1.) The car will stall about 50% of the time when I roll to a stop normally. Even when it doesn't, it bounces off of 100 to 300 rpm as read by the tach.

2.) If I slowly come to a stop by barely touching the brakes over a long distance - the car doesn't stall - but I have to brake over two hundred feet or so going only 40 mph to avoid the stall. Even doing this, it will still have the rpm bounce.

3.) The problem only occurs when the car is warmed up. The car drives and acts completely normal during the first five minutes of the day when I start it up. If I let the car cool down for 4 or 5 hours - it drives normally again for the first five minutes.

4.) There is almost NO low end torque in reverse once the car is warm and the problem is manifest. I mean ALMOST NO torque! I have to rev the motor to 4000 rpm and feather the clutch to avoid killing the motor to back up even the slightest grade. This does not happen when I first start the car and the engine is cold.

5.) If I corner hard to the right with the car warm, it will stall out about 50% of the time, and you can tell it is having trouble (due to some bucking of the engine through the corner). This does not happen when I corner hard left.

6.) About half the time when the car stalls as I come to a stoplight - it will take three or four seconds of cranking to get it started.

7.) At just about 3000 rpm - in any gear - the car will buck and lurch at cruise. Sometimes - the engine will just stop firing for a second or two - like someone pulled the coil wire and then reconnected it.

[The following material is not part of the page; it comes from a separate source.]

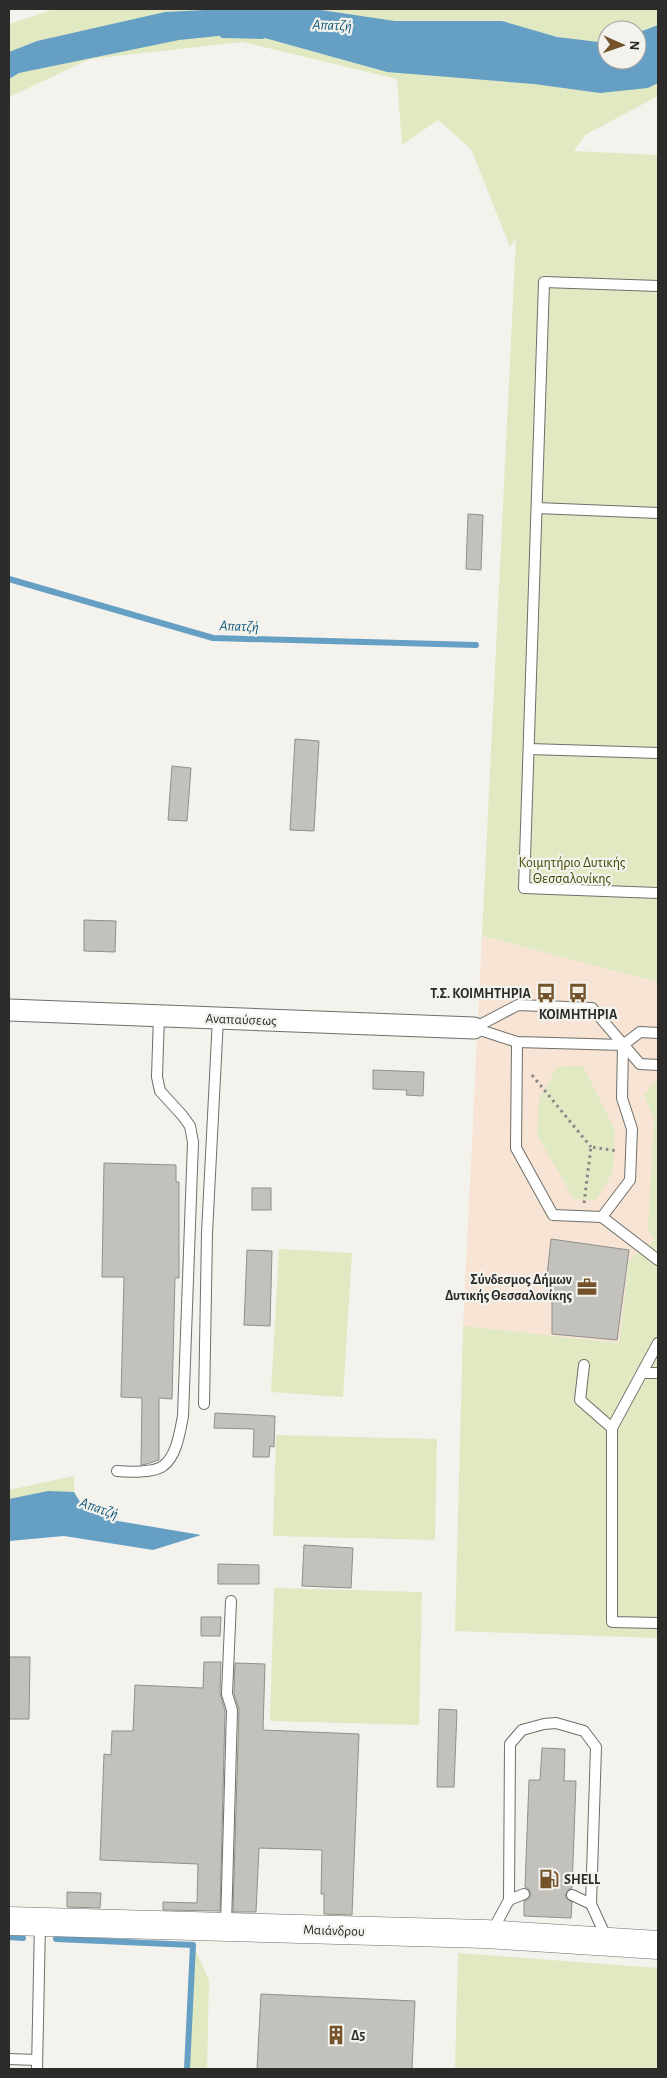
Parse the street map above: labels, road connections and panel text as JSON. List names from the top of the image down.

Under 3000 rpm - it seems to cruise just fine. (I'm doing a good job of not getting tickets these days by the way!)

8.) The car idles at about 900 rpm when warm and about 1000 when the air conditioner is on.

I write to you in desperation. It isn't that I want to save money here exclusively - but having read through a number of websites, I see that a number of people have experienced this same problem. One guy finally solved it by just doing an engine swap. No one has solved it - or at least reported it as solved.

I've been a good boy - I've done the dealer thing, and they can't say for certain that it is the distributor - they just think it is - their best guess after having the car for an hour.

I have a lot of confidence in the Nissan engineers - I just can't believe that I wore out a distributor in 18K miles! I love this car, it's beautiful - I've never enjoyed driving more - I want to own it for a long time - but if I have to just kick out $800 every 20K or so - or have to spend 100s of hours educating myself to be my own tech (I work 60 - 70 hours a week already) - the car will have to go.

This next week I'll try and call the head Nissan factory tech in Seattle and discuss the problem with them, and when I get it solved, or confirmed - I'm going to post my experience every place I've been.

So, do you think it is the distributor after all?


----------



## AlexAtMyNismo (Apr 16, 2004)

No way bro..... 18k miles sounds way too soon for a distributor to go out on ya.... i've seen them last for over 70,000 miles...... What's you idle set at?.... how many miles on the car?....last time you changed air filter?....plugs?.....wires?...

-Alex B.


----------